While we are at it, it seems that TokenStream.next(Token) is
deprecated and that it should be updated as indicated in the following
patch. I have no clue whether this has an impact on the perfs by if it
works I guess the mahout code should be upgraded to be future proof.
--
Olivier
http://twitter.com/ogrisel - http://code.oliviergrisel.name
Index: examples/src/main/java/org/apache/mahout/classifier/bayes/WikipediaDatasetCreatorMapper.java
===================================================================
--- examples/src/main/java/org/apache/mahout/classifier/bayes/WikipediaDatasetCreatorMapper.java (revision 899149)
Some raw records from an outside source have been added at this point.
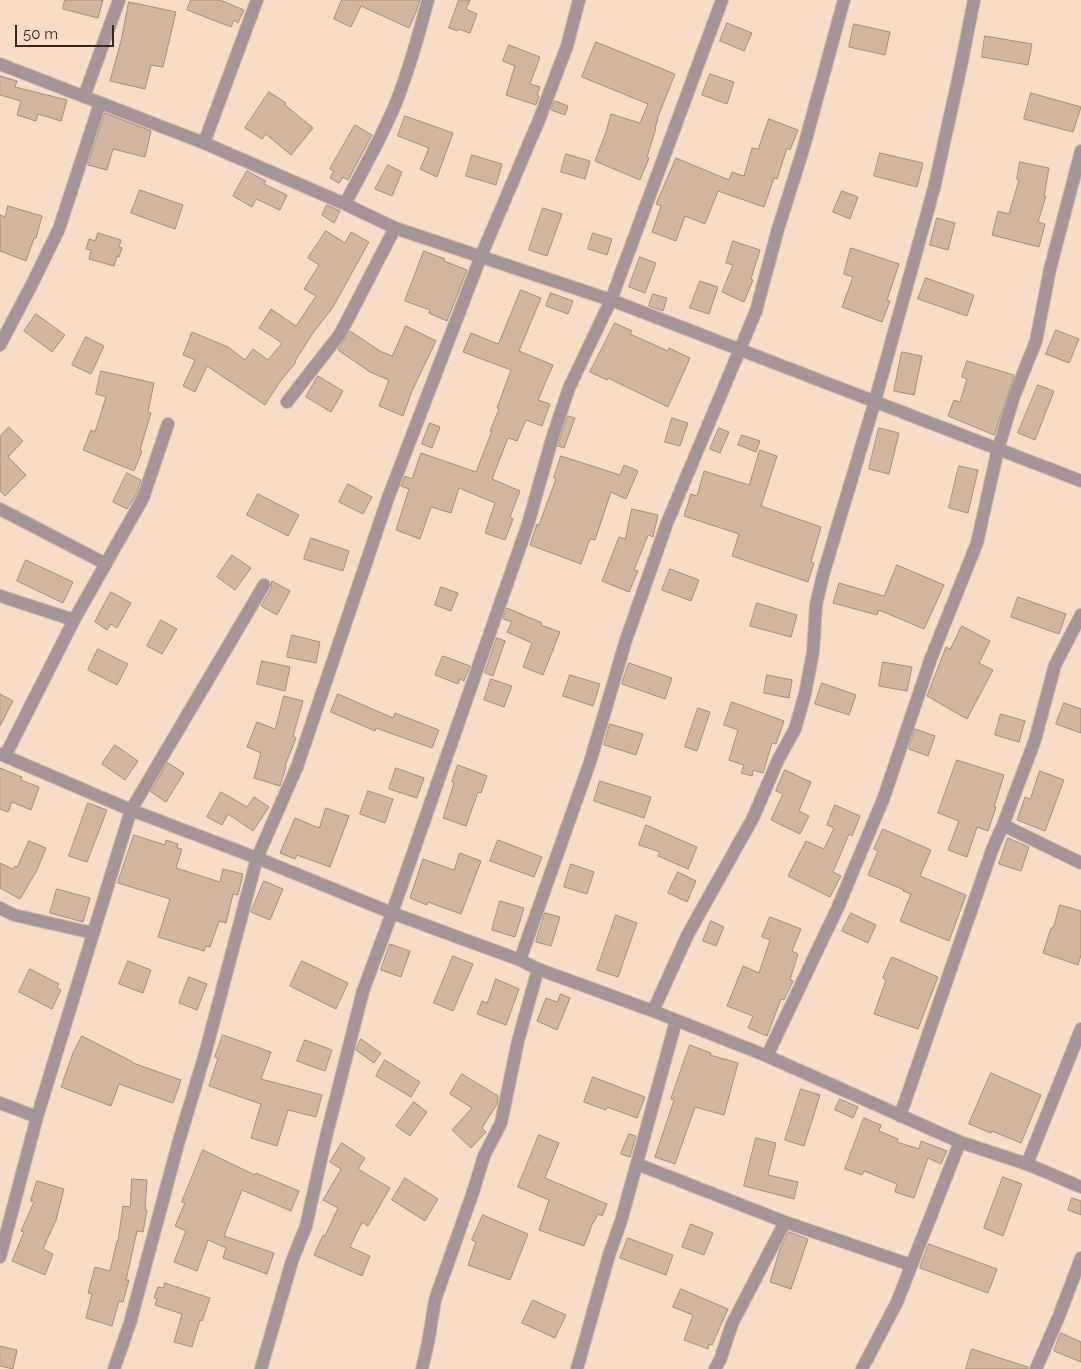 <!DOCTYPE html>
<html>
<head>
<meta charset="utf-8">
<style>
  body { margin:0 }
  #map { position:relative; width:1081px; height:1369px; overflow:hidden; background:#f7dcc7; font-family:Raleway,sans-serif }
  canvas { display:block }
  .scale { position:absolute; left:15px; top:25px; width:99px; height:22px; box-sizing:border-box; border:2px solid #322820; border-top:0; padding-left:6px; font-size:15px; line-height:18px; white-space:nowrap; color:#322820; -webkit-text-stroke:4px #f7dcc7; paint-order:stroke }
</style>
</head>
<body>
<div id="map">
<canvas width="1081" height="1369"></canvas>
<div class="scale">50 m</div>
</div>
<script>
const c = document.querySelector('canvas').getContext('2d');
c.lineJoin = 'round';
function fill(path, color) { c.fillStyle = color; c.fill(path, 'evenodd'); }
function stroke(path, color, width, dash) { c.strokeStyle = color; c.lineWidth = width; c.lineCap = dash ? 'butt' : 'round'; c.setLineDash(dash || []); c.stroke(path); }
const building = new Path2D(`
  M65,0H103L98,18L63,9Z
  M191,0H220L244,10L238,23L234,20L231,27L187,10Z
  M342,0H420L416,12L409,28L361,6L351,27L334,19Z
  M459,0H470L466,9L477,14L470,33L458,29L457,31L449,28Z
  M129,2L176,12L163,67L151,65L145,89L110,81L121,41Z
  M727,23L752,33L744,51L720,41Z
  M854,24L890,32L885,55L849,47Z
  M985,36L1032,44L1028,65L982,57Z
  M596,42L675,74L657,119H658L655,128H656L647,157L649,158L640,180L595,161L606,132L611,114L640,123L648,104L582,77Z
  M509,45L540,57L530,84L540,87L537,95L539,96L536,105L506,95L515,66L503,61Z
  M710,74L734,82L727,104L702,95Z
  M0,76L17,81L15,87L67,100L61,121L38,114L36,121L17,115L21,101L0,95Z
  M269,92L286,103L285,105L313,128L291,155L266,134L262,139L245,128Z
  M1031,93L1081,107L1073,132L1024,119Z
  M555,101L568,106L565,115L551,110Z
  M105,113L151,131L145,157L113,149L107,170L88,165Z
  M405,116L453,133L437,177L420,169L429,148L398,136Z
  M769,119L798,130L790,150L787,148L777,179L774,178L764,207L718,191L705,224L685,216L676,241L652,232L661,206L656,204L676,158L729,180L732,172L744,176L752,148L758,149Z
  M355,125L372,135L348,180L343,177L339,183L330,178L334,171L330,169Z
  M880,153L923,163L917,187L874,176Z
  M566,154L590,161L585,179L561,172Z
  M472,155L502,164L496,185L466,176Z
  M1020,162L1049,168L1044,196H1046L1038,222L1045,224L1039,247L992,235L998,211L1009,214L1019,180L1017,179Z
  M388,165L402,172L392,196L375,189Z
  M247,171L266,181L264,184L287,195L280,210L256,199L252,207L233,196Z
  M140,190L183,205L175,229L131,213Z
  M842,191L858,197L850,219L833,212Z
  M327,205L340,211L334,223L322,215Z
  M8,206L42,216L36,238H34L26,261L0,251V215L5,217Z
  M543,208L562,214L547,256L529,250Z
  M937,218L955,223L948,250L930,245Z
  M326,231L345,243L351,232L369,242L333,307L313,333L295,361L296,362L279,383L265,405L207,366L195,392L183,386L195,360L183,355L192,332L228,347L245,360L253,349L268,360L282,343L259,328L271,309L296,326L316,296L304,289L319,265L308,258Z
  M98,233L121,240L119,247L122,248L119,257L117,256L114,266L89,259L91,250L86,249L89,239L95,241Z
  M593,233L612,239L607,255L588,249Z
  M733,241L760,250L751,279L753,280L744,302L722,292L733,265L726,263Z
  M851,248L899,264L887,300L890,301L882,322L842,307L853,277L844,274Z
  M424,251L445,259L444,261L467,270L447,321L429,313L430,310L405,301Z
  M640,257L656,263L645,293L629,287Z
  M926,278L974,295L967,316L918,299Z
  M700,281L718,287L709,314L690,308Z
  M521,290L541,298L519,351L553,365L538,400L550,404L542,426L526,420L517,441L508,438L492,479L520,491L510,517L513,519L505,540L485,533L495,503L459,488L451,513L431,507L420,539L396,530L409,489L401,486L405,476L412,479L421,453L476,472L492,431H490L499,409L497,408L511,370L463,352L471,333L498,344Z
  M551,293L573,301L568,314L546,306Z
  M653,294L667,298L663,311L649,306Z
  M36,314L65,335L52,352L24,331Z
  M615,323L632,331L630,334L668,351L669,348L690,358L668,407L608,378L607,380L590,372Z
  M406,326L436,341L412,391L403,416L379,406L389,380L370,372L338,350L350,331L380,351L392,356Z
  M1056,330L1079,339L1069,363L1046,354Z
  M86,337L104,346L91,374L72,365Z
  M902,352L922,356L914,395L894,391Z
  M967,361L1014,375L994,435L948,416L954,400L960,402L967,379L962,377Z
  M101,371L154,383L148,412L151,413L140,450L142,451L134,471L83,450L91,430L95,432L106,397L96,394Z
  M318,376L343,391L331,412L306,397Z
  M1038,385L1054,391L1035,440L1018,433Z
  M568,416L575,418L564,448L558,446Z
  M672,418L688,423L680,446L665,442Z
  M430,423L440,427L432,448L422,444Z
  M9,427L23,441L8,457L26,475L5,496L0,491V436Z
  M719,428L729,432L720,453L710,449Z
  M879,428L899,433L889,474L869,469Z
  M742,435L760,441L756,452L738,445Z
  M760,450L777,456L761,506L821,527L811,562L814,563L808,582L732,556L739,534L684,516L691,494L697,496L704,471L749,485Z
  M561,456L620,475L624,465L638,471L626,499L611,492L595,540L590,539L581,564L530,545L537,524L539,525L556,479L554,478Z
  M959,466L978,470L968,513L949,508Z
  M127,473L141,480L136,495L127,509L113,502Z
  M348,484L372,497L363,514L339,502Z
  M258,494L299,515L288,536L247,515Z
  M632,509L658,515L653,537L648,535L634,570L638,571L629,592L602,581L619,537L625,539Z
  M311,538L349,551L343,571L304,559Z
  M232,555L251,568L235,590L217,577Z
  M26,560L73,582L63,603L17,581Z
  M897,565L944,585L924,629L879,610L877,615L833,603L839,583L884,596Z
  M670,569L699,580L691,601L662,590Z
  M272,581L290,591L277,615L261,606L271,589Z
  M441,587L458,593L451,611L435,605Z
  M111,592L131,603L117,628L111,624L107,630L95,622Z
  M1018,597L1066,614L1059,634L1011,617Z
  M757,603L797,615L791,637L750,626Z
  M507,608L542,623L541,625L560,632L543,675L523,667L532,643L507,632L512,622L503,619Z
  M161,620L177,629L162,654L147,646Z
  M962,626L990,641L979,663L993,670L967,719L927,696L946,647L950,649Z
  M292,635L320,642L316,663L287,657Z
  M497,638L505,641L493,676L485,673Z
  M98,649L128,664L117,685L88,670Z
  M443,656L470,666L464,681L460,679L458,684L435,675Z
  M262,661L290,667L285,691L257,684Z
  M883,662L912,667L907,691L879,686Z
  M629,663L672,678L665,699L622,684Z
  M570,675L600,684L593,706L563,696Z
  M767,675L792,680L789,698L764,693Z
  M491,679L512,686L504,707L484,700Z
  M822,683L856,695L849,715L815,704Z
  M0,694L13,701L0,726Z
  M338,694L393,718L395,713L439,730L432,748L376,728L375,731L331,712Z
  M284,696L303,701L293,736L296,738L285,766L286,767L280,786L254,778L261,753L247,747L257,722L275,729Z
  M732,702L784,721L776,744L772,743L763,773L753,770L752,776L741,773L744,765L729,760L738,730L724,725Z
  M1064,703L1081,709V733L1056,724Z
  M698,708L710,712L697,751L685,747Z
  M1001,714L1025,721L1019,742L995,735Z
  M610,724L643,734L636,755L604,745Z
  M915,729L935,736L928,756L909,749Z
  M115,745L138,761L125,780L102,764Z
  M957,760L1004,775L994,807H996L988,831L977,827L967,857L948,850L959,821L938,813Z
  M168,763L184,773L166,802L151,792Z
  M458,765L487,776L481,793L478,792L466,826L443,818L454,783L452,782Z
  M0,768L22,777L21,780L39,787L31,810L12,802L8,812L0,809Z
  M396,768L424,778L417,798L389,789Z
  M785,770L811,782L799,811L809,816L800,834L771,820L783,794L776,791Z
  M1040,771L1064,780L1045,831L1017,820L1025,797L1030,799Z
  M600,781L651,797L644,818L594,801Z
  M368,791L393,799L385,823L360,814Z
  M221,792L247,807L254,797L269,807L253,831L228,814L222,825L207,817Z
  M88,803L107,810L87,862L69,856Z
  M835,805L860,816L852,836L849,834L833,872L841,876L830,897L788,876L806,841L824,849L834,828L827,825Z
  M326,808L349,816L330,867L297,855L295,859L280,853L295,818L319,828Z
  M646,825L697,847L688,869L658,856L660,852L639,845Z
  M883,829L931,850L920,876L966,895L949,941L900,921L911,894L903,891L904,890L868,875L878,851L874,849Z
  M134,835L165,845L166,840L178,844L177,848L182,849L176,868L220,882L223,869L243,874L238,895L233,894L226,923L219,921L210,947L206,946L204,951L158,937L170,899L118,883Z
  M1008,838L1029,847L1021,871L999,864Z
  M498,840L542,857L534,877L490,861Z
  M29,841L46,848L36,872L20,899L0,888V863L13,869L15,866L17,867Z
  M460,853L481,861L461,914L428,902L427,905L410,898L423,859L454,870Z
  M571,864L594,872L587,894L564,887Z
  M678,872L696,881L687,902L668,893Z
  M264,881L283,889L270,920L251,912Z
  M57,889L90,898L83,922L50,913Z
  M500,901L524,908L515,937L492,930Z
  M1060,905L1081,911V955L1078,965L1043,953L1051,928H1053Z
  M545,913L560,917L551,946L536,942Z
  M851,913L876,925L868,943L842,931Z
  M616,915L637,923L618,977L597,970Z
  M770,917L801,929L792,951L798,954L790,980L793,981L784,1000L781,999L767,1036L748,1028L753,1016L727,1006L743,966L759,973L770,940L762,937Z
  M711,921L724,927L716,946L703,941Z
  M390,944L410,951L401,977L381,970Z
  M453,956L473,964L453,1011L434,1003Z
  M892,957L938,977L918,1029L874,1014L886,980L883,978Z
  M128,961L151,970L143,993L119,984Z
  M302,961L348,983L336,1009L290,986Z
  M30,969L59,984L57,988L61,990L52,1009L19,992Z
  M189,977L207,984L197,1010L179,1003Z
  M496,979L519,989L506,1025L477,1014L482,1001L487,1003Z
  M561,994L570,998L557,1030L537,1021L546,998L557,1002Z
  M223,1035L271,1052L261,1079L322,1095L316,1117L288,1110L277,1146L251,1138L261,1104L209,1086L218,1058L215,1057Z
  M82,1036L133,1062V1063L181,1080L173,1103L119,1084L111,1106L61,1087L73,1053Z
  M361,1039L381,1053L374,1063L356,1050Z
  M305,1040L332,1050L325,1071L297,1061Z
  M690,1045L711,1053L710,1055L738,1063L724,1115L695,1107L675,1164L655,1157L674,1100L671,1099Z
  M385,1060L420,1082L411,1097L376,1076Z
  M991,1073L1041,1095L1021,1143L992,1131L991,1133L969,1124Z
  M462,1074L498,1096L497,1104L482,1128L486,1132L471,1148L452,1130L472,1108L450,1094Z
  M593,1077L645,1097L637,1118L607,1107L606,1110L584,1102Z
  M801,1089L820,1095L804,1146L785,1140Z
  M840,1099L858,1107L853,1118L835,1110Z
  M414,1102L427,1112L410,1136L396,1126Z
  M864,1118L881,1125L879,1131L898,1139L897,1142L919,1149L921,1141L947,1151L941,1164L928,1158L914,1198L895,1192L897,1184L864,1171L862,1175L845,1169Z
  M629,1134L636,1136L630,1157L621,1154Z
  M539,1135L559,1143L545,1178L607,1204L602,1216L598,1214L594,1222H593L584,1246L539,1230L549,1200L518,1187Z
  M756,1138L776,1143L768,1175L798,1182L794,1199L744,1186Z
  M342,1143L365,1158L358,1169L390,1188L368,1226L362,1222L350,1247L370,1256L362,1276L314,1255L323,1235L325,1236L338,1208L323,1200L341,1169L330,1162Z
  M203,1150L255,1175L256,1173L299,1191L291,1211L242,1190L224,1236L274,1253L267,1274L223,1258L226,1248L208,1240L197,1271L174,1262L186,1231L175,1226L185,1203L182,1202Z
  M1003,1177L1022,1184L1003,1236L984,1228Z
  M405,1178L438,1199L425,1221L392,1200Z
  M132,1179L147,1180L145,1210H147L143,1232L137,1231L126,1280H129L123,1302L119,1301L112,1326L86,1318L92,1294L88,1293L95,1267L110,1271L117,1241H118L123,1206L130,1207Z
  M37,1181L64,1189L56,1220L43,1249L53,1254L45,1275L12,1261L24,1232L21,1231L34,1202L31,1201Z
  M1072,1198L1081,1201V1215L1068,1210Z
  M483,1215L528,1234L510,1280L468,1265L476,1242L472,1240Z
  M691,1224L713,1233L704,1255L682,1247Z
  M789,1232L808,1239L791,1289L770,1282L780,1249Z
  M628,1238L673,1255L666,1275L620,1258Z
  M929,1244L997,1269L988,1293L920,1268Z
  M165,1283L210,1298L202,1321L200,1320L192,1347L174,1342L182,1314L155,1305L157,1299L154,1298L158,1287L163,1288Z
  M681,1289L728,1309L712,1345L709,1344L708,1349L684,1340L693,1315L673,1307Z
  M533,1300L566,1315L555,1338L522,1323Z
  M1061,1333L1081,1342V1362L1054,1351Z
  M0,1346L17,1350L13,1369L0,1366Z
  M972,1349L1028,1367V1369H966Z`);
fill(building, '#d1b6a2');
stroke(building, '#a88e7b', 1);
const street = new Path2D(`
  M0,64L204,143L345,204L395,228L611,300L1081,481
  M84,97L119,0
  M204,143L257,0
  M345,204C363,169 383,136 397,100C410,67 419,34 428,0
  M0,345L31,286L59,229L100,103
  M287,402L340,334L395,228
  M0,509L106,564
  M0,596L74,620
  M0,754L131,810L257,858L392,913L520,960L538,969L653,1011L767,1056L960,1142L1027,1164L1081,1187
  M5,756L74,620L143,498L168,424
  M1003,825L1081,863
  M0,908L14,915L93,933
  M520,960L590,762L626,640L667,523L756,311L778,229L803,150L844,0
  M653,1011L688,934L753,818L778,760L795,729L805,694L813,652L816,605L823,575L875,401L934,188L961,66L974,0
  M767,1056L838,907L884,797L931,658L977,543L998,449L1014,396L1036,341L1050,269L1081,151
  M0,1103L37,1117
  M900,1116L992,850L1003,825L1035,740L1055,665L1081,615
  M637,1164L785,1222L911,1265
  M1027,1164L1081,1029
  M0,1257L37,1117L131,810L264,585
  M114,1369L130,1323L178,1144L205,1054L257,858L297,767L388,498L481,256L539,120L567,46L579,0
  M261,1369L292,1261L306,1226L326,1137L363,991L392,913L528,524L552,439L569,388L611,300L722,0
  M422,1369L428,1343L435,1300L473,1192L484,1156L501,1123L518,1041L538,969
  M577,1369L609,1255L621,1221L676,1021
  M715,1369L720,1360L732,1324L785,1222
  M862,1369L897,1302L960,1142
  M1036,1369L1059,1316L1081,1258`);
stroke(street, '#d0b8a6', 14);
stroke(street, '#a49598', 12);
</script>
</body>
</html>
+++ examples/src/main/java/org/apache/mahout/classifier/bayes/WikipediaDatasetCreatorMapper.java (working copy)
@@ -34,8 +34,8 @@
import org.apache.hadoop.mapred.Reporter;
import org.apache.hadoop.util.GenericsUtil;
import org.apache.lucene.analysis.Analyzer;
-import org.apache.lucene.analysis.Token;
import org.apache.lucene.analysis.TokenStream;
+import org.apache.lucene.analysis.tokenattributes.TermAttribute;
import org.apache.mahout.analysis.WikipediaAnalyzer;
import org.slf4j.Logger;
import org.slf4j.LoggerFactory;
@@ -77,9 +77,9 @@
.replaceAll(""));
TokenStream stream = analyzer.tokenStream(catMatch, new StringReader(
document));
- Token token = new Token();
- while ((token = stream.next(token)) != null) {
- contents.append(token.termBuffer(), 0, token.termLength()).append(' ');
+ TermAttribute termAtt = (TermAttribute) stream.addAttribute(TermAttribute.class);
+ while (stream.incrementToken()) {
+ contents.append(termAtt.termBuffer(), 0, termAtt.termLength()).append(' ');
}
output.collect(new Text(SPACE_NON_ALPHA_PATTERN.matcher(catMatch)
.replaceAll("_")), new Text(contents.toString()));